The following two seasons were like ’94 and ’95 all over again, but with a little less misery. Despite 57-25 and 61-21 records in the two seasons, after dropping four games in a row, including two at home, against the Los Angeles Lakers in the 1998 Western Conference Semifinals, Karl’s act had grown old and his departure was written in the stars.

Though popular with players, the front office was not his biggest advocate.  What was the reason for not bringing Karl back? The obvious reason was his spotty playoff track record. In the words of President Wally Walker, "I think for us to have a chance to win a title, the current system, style, will not get it done."

At the same time, there was a sense of mistrust between the head coach and management. Walker stated, "I did say to his agent…if word of our conversation gets out, I can only assume that George doesn't really want the job. And it did get out."

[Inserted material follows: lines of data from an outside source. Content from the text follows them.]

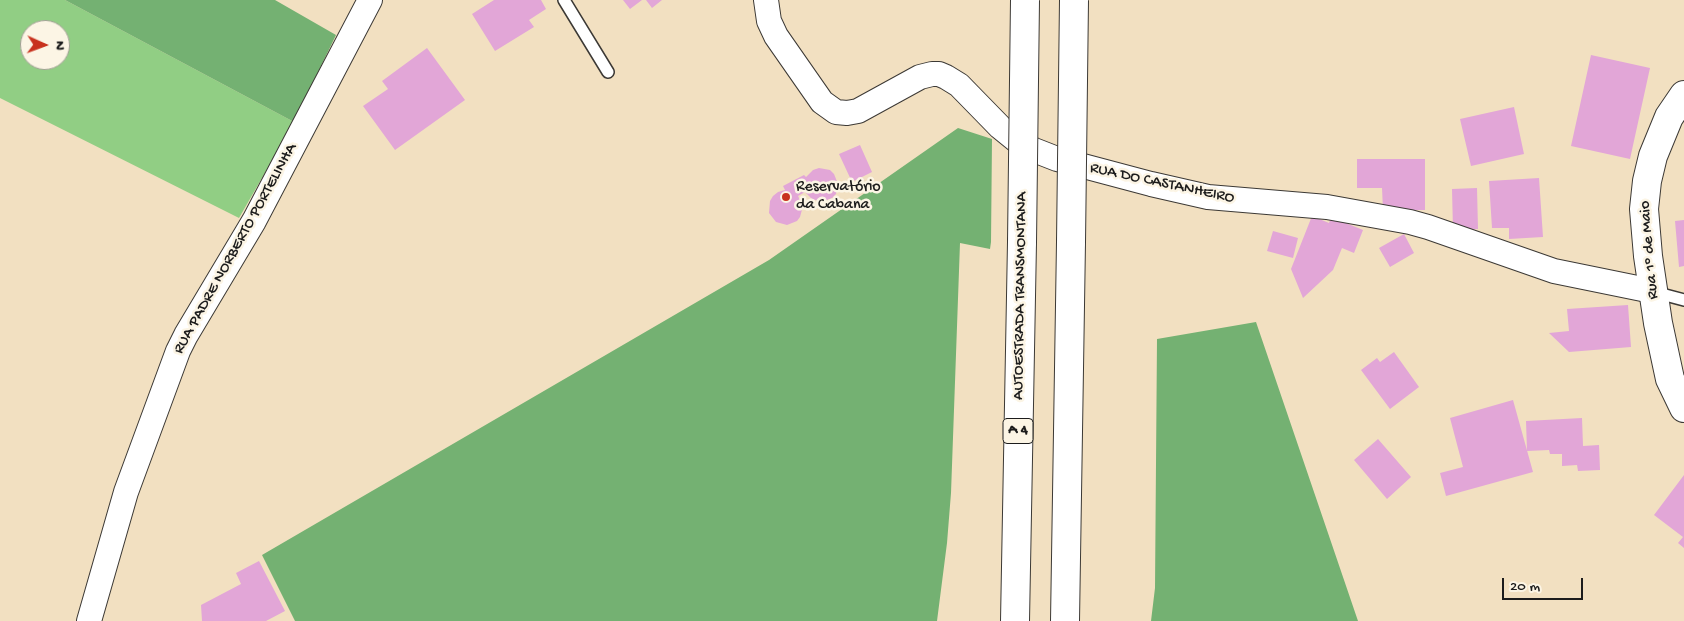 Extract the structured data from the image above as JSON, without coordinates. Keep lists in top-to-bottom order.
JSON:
{
  "streets": {
    "main road": ["Rua 1º de Maio", "AUTOESTRADA TRANSMONTANA", "A 4"],
    "street": ["RUA DO CASTANHEIRO", "RUA PADRE NORBERTO PORTELINHA"]
  },
  "crossings": [
    ["RUA DO CASTANHEIRO", "Rua 1º de Maio"]
  ],
  "places": ["Reservatório da Cabana"],
  "scale_bar": "20 m",
  "north": "right"
}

Fit or trust, Karl was out and Paul Westphal was in. If Karl wasn't the right fit, Westphal sure wasn't either. While Karl may not have taken the Sonics far in the playoffs, at least he could say he got them there, unlike his successor, who fell short with a 25-25 record in the lockout-shortened 1999 season.


Based on the regular season, Karl is the greatest coach in SuperSonics history. He won more games and had a better winning percentage than any other coach the city has ever seen. One might say his teams in Seattle played close to the level of the '90s Bulls or the Los Angeles Lakers of the new century. Throw in the playoffs, though, and it’s a completely different story.

Karl will always be remembered for taking a franchise that seemed stuck in mud and making them contenders (at least until April) year in and year out. He indeed ruled over a glorious time of dominant Sonics basketball. However, it will always be hard to talk about Karl without bringing up his playoff failures.